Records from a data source
★ ★ ★

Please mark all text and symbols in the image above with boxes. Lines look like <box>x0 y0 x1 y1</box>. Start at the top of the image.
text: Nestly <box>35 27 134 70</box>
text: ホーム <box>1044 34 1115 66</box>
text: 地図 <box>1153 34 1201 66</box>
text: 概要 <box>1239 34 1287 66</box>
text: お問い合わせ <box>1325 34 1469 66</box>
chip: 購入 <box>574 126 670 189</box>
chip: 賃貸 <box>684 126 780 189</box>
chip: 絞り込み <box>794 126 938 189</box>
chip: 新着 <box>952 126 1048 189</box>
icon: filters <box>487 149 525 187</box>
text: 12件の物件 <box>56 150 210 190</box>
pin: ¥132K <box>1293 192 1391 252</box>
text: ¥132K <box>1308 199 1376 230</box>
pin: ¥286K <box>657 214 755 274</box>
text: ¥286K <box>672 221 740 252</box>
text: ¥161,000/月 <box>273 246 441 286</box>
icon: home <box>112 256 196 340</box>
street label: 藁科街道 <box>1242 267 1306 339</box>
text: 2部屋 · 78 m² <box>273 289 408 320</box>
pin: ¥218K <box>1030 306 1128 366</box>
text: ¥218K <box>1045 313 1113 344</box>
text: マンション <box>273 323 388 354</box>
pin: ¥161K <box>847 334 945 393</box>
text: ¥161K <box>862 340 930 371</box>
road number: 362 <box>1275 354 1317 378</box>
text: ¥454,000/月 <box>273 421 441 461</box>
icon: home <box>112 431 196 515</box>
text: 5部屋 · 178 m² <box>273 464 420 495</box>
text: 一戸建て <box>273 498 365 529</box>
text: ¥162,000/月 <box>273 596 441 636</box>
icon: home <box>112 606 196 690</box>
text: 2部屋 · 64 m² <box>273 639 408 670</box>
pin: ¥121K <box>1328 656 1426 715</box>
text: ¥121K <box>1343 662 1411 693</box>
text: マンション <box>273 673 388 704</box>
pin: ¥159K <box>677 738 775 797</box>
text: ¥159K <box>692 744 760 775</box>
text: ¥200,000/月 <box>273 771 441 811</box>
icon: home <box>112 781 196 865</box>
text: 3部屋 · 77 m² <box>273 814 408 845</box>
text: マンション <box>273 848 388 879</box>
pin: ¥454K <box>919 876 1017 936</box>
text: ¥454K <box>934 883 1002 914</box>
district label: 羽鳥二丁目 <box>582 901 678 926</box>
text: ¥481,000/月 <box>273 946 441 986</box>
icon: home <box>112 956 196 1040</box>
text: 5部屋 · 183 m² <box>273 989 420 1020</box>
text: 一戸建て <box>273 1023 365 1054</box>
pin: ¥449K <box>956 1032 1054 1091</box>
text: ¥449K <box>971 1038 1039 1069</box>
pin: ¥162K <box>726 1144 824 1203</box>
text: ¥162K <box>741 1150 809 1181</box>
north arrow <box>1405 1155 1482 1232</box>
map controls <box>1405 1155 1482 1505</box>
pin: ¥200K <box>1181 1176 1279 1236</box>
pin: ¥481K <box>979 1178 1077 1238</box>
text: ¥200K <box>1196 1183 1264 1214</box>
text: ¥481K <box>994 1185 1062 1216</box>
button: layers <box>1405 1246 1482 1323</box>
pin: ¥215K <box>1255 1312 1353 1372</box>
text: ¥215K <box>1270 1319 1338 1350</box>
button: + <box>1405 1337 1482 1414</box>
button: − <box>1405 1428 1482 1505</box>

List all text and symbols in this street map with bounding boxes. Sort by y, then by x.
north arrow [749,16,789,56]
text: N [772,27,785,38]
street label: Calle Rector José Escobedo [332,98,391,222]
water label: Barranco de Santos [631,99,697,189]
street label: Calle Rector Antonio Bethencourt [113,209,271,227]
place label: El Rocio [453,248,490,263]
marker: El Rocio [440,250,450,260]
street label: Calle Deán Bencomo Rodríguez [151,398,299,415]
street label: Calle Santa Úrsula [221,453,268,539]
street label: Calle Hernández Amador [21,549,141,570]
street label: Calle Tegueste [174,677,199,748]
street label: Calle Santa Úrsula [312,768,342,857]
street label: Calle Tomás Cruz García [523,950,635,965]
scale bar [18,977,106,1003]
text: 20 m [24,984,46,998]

★ ★ ★

TASK BRIEF:
Copy all lines above where "Calle" is present.

TASK RESULT:
street label: Calle Rector José Escobedo [332,98,391,222]
street label: Calle Rector Antonio Bethencourt [113,209,271,227]
street label: Calle Deán Bencomo Rodríguez [151,398,299,415]
street label: Calle Santa Úrsula [221,453,268,539]
street label: Calle Hernández Amador [21,549,141,570]
street label: Calle Tegueste [174,677,199,748]
street label: Calle Santa Úrsula [312,768,342,857]
street label: Calle Tomás Cruz García [523,950,635,965]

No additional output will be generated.